Other PET agents that will be discussed by Choyke and that allow tracking of cancer cell activity include sodium fluoride, fluoro-L-thymidine (FLT), fluorocholine (FCH), carbon-11 (C-11) choline, and fluciclatide. For instance, a sodium fluoride scan can pick up bone metastases earlier than conventional bone scans.

A fluoro-L-thymidine scan (left) and a fluorodeoxyglucose PET scan (right) of the same patient. Images courtesy of Dr. Peter Choyke.A fluoro-L-thymidine scan (left) and a fluorodeoxyglucose PET scan (right) of the same patient. Images courtesy of Dr. Peter Choyke.
A fluoro-L-thymidine scan (left) and a fluorodeoxyglucose PET scan (right) of the same patient. Images courtesy of Dr. Peter Choyke.
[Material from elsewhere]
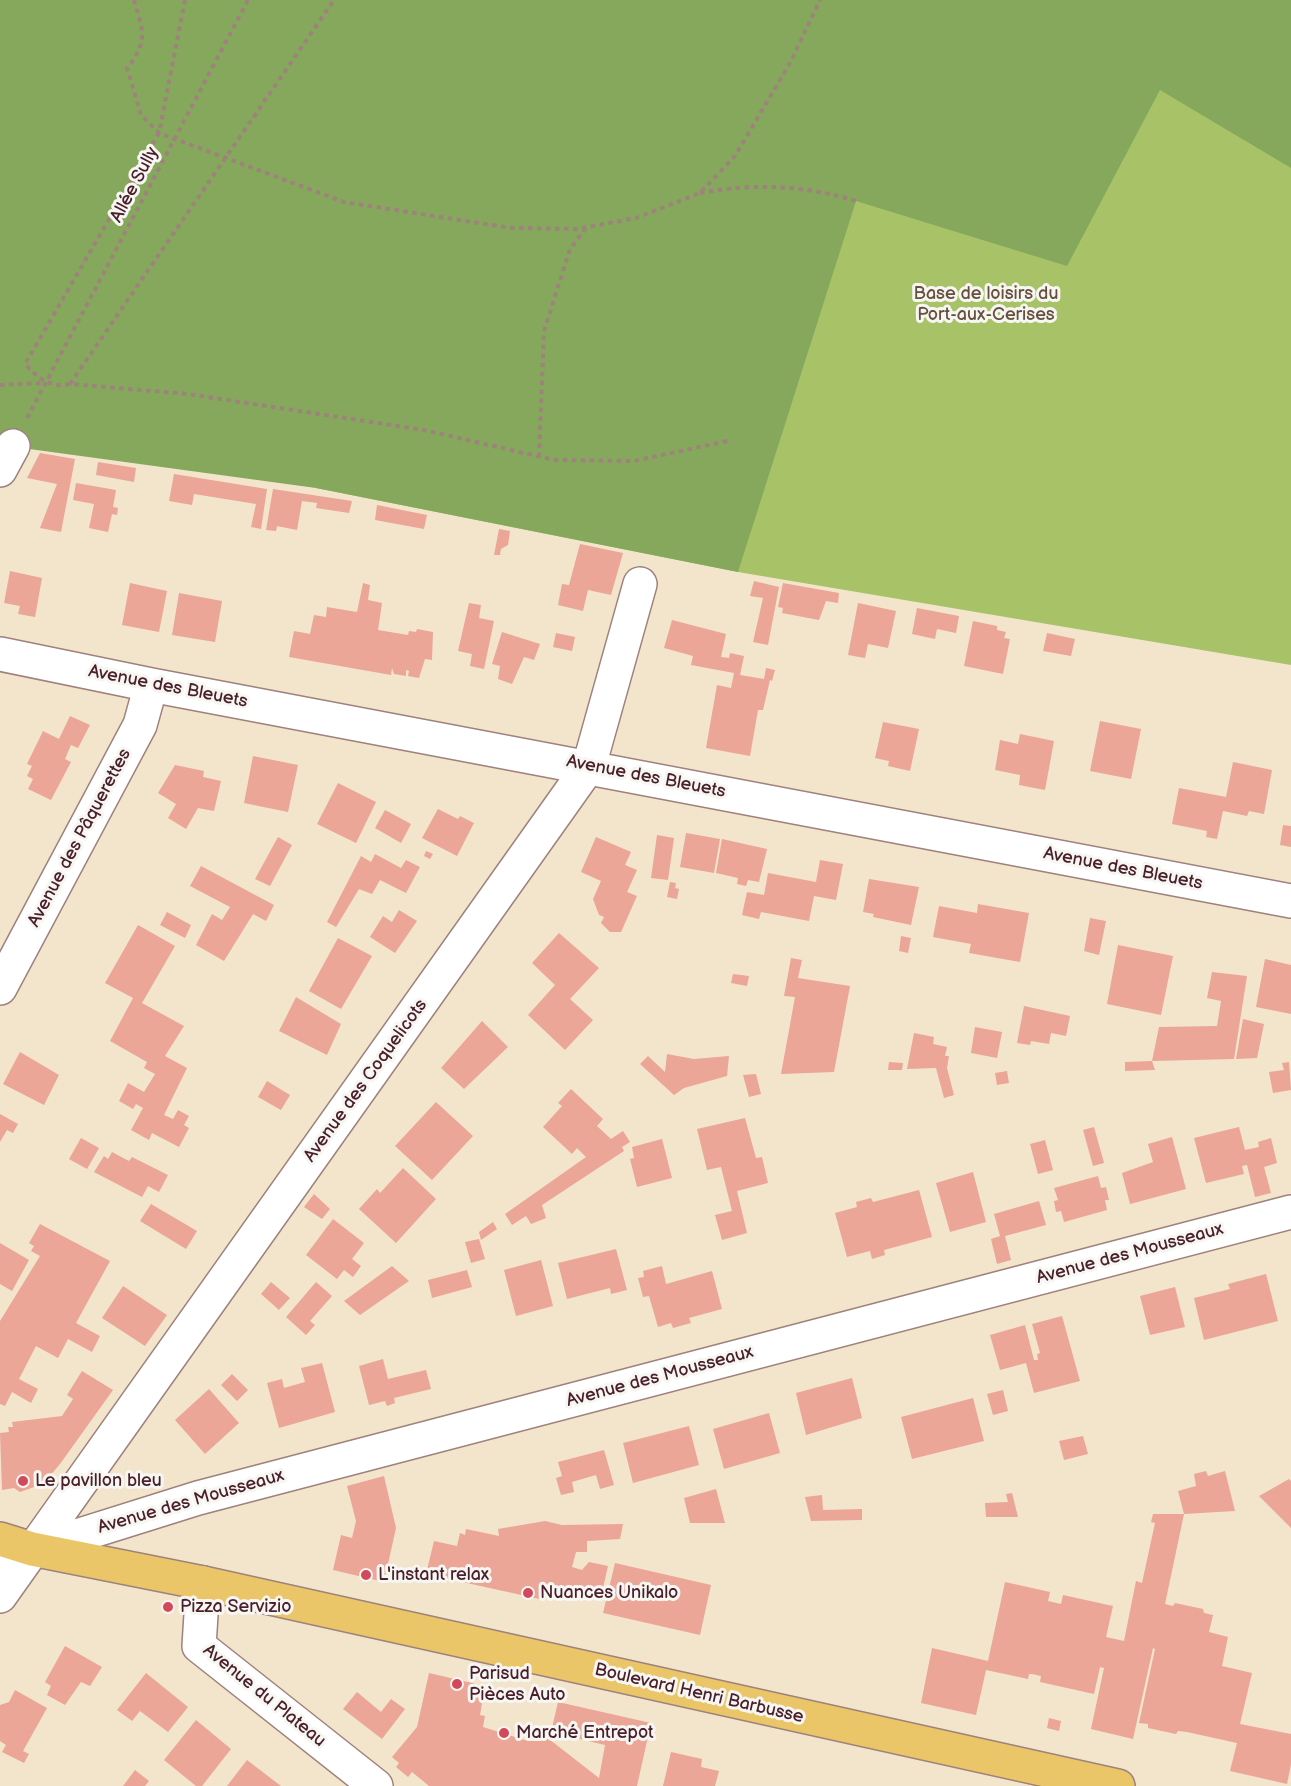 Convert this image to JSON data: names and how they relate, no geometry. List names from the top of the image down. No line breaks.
{"streets":{"main road":["Boulevard Henri Barbusse"],"street":["Avenue des Bleuets","Avenue des Pâquerettes","Avenue des Coquelicots","Avenue des Mousseaux","Avenue du Plateau"],"path":["Allée Sully"]},"crossings":[["Avenue des Bleuets","Avenue des Pâquerettes"],["Avenue des Bleuets","Avenue des Coquelicots"],["Avenue des Coquelicots","Avenue des Mousseaux"],["Avenue des Coquelicots","Boulevard Henri Barbusse"],["Avenue des Mousseaux","Boulevard Henri Barbusse"],["Boulevard Henri Barbusse","Avenue du Plateau"]],"parks":["Base de loisirs du Port-aux-Cerises"],"places":["Le pavillon bleu","L'instant relax","Nuances Unikalo","Pizza Servizio","Parisud Pièces Auto","Marché Entrepot"]}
"It's very useful since it can detect metastatic disease earlier and may replace conventional bone scans in the near future for many indications," said Choyke, adding that in many respects sodium fluoride is a "dumb" agent because it simply reflects bone metabolism and is not a molecularly targeted agent.

FLT is more highly targeted and reflects cell proliferation. Since inflammatory masses are not highly proliferative, FLT scans can be used to distinguish between tumors and inflammatory masses in treated patients in which the FDG scan is positive, he remarked.

FCH and C-11 choline are two other agents targeted to prostate cancers. Choline is a phospholipid precursor that is taken up in higher amounts in prostate cancer cells than in normal cells. It can be used to detect prostate cancer that is invisible on FDG but is nonetheless recurring after treatment for prostate cancer.

Finally, an agent such as fluciclatide targets tumors with high levels of angiogenesis, and thus the agent may predict which tumors will respond to antiangiogenic therapies. Choyke reported that a study is ongoing to determine whether fluciclatide uptake is predictive of response to therapy.

In conclusion, he pointed out that the pace of clinical trials with these agents is restricted by costs and this has limited the diffusion of the technology into clinical medicine. For a variety of reasons, Europe is leading the world in the development of these agents, while relatively few centers are actively pursuing new PET imaging agents for cancer in the U.S., he said.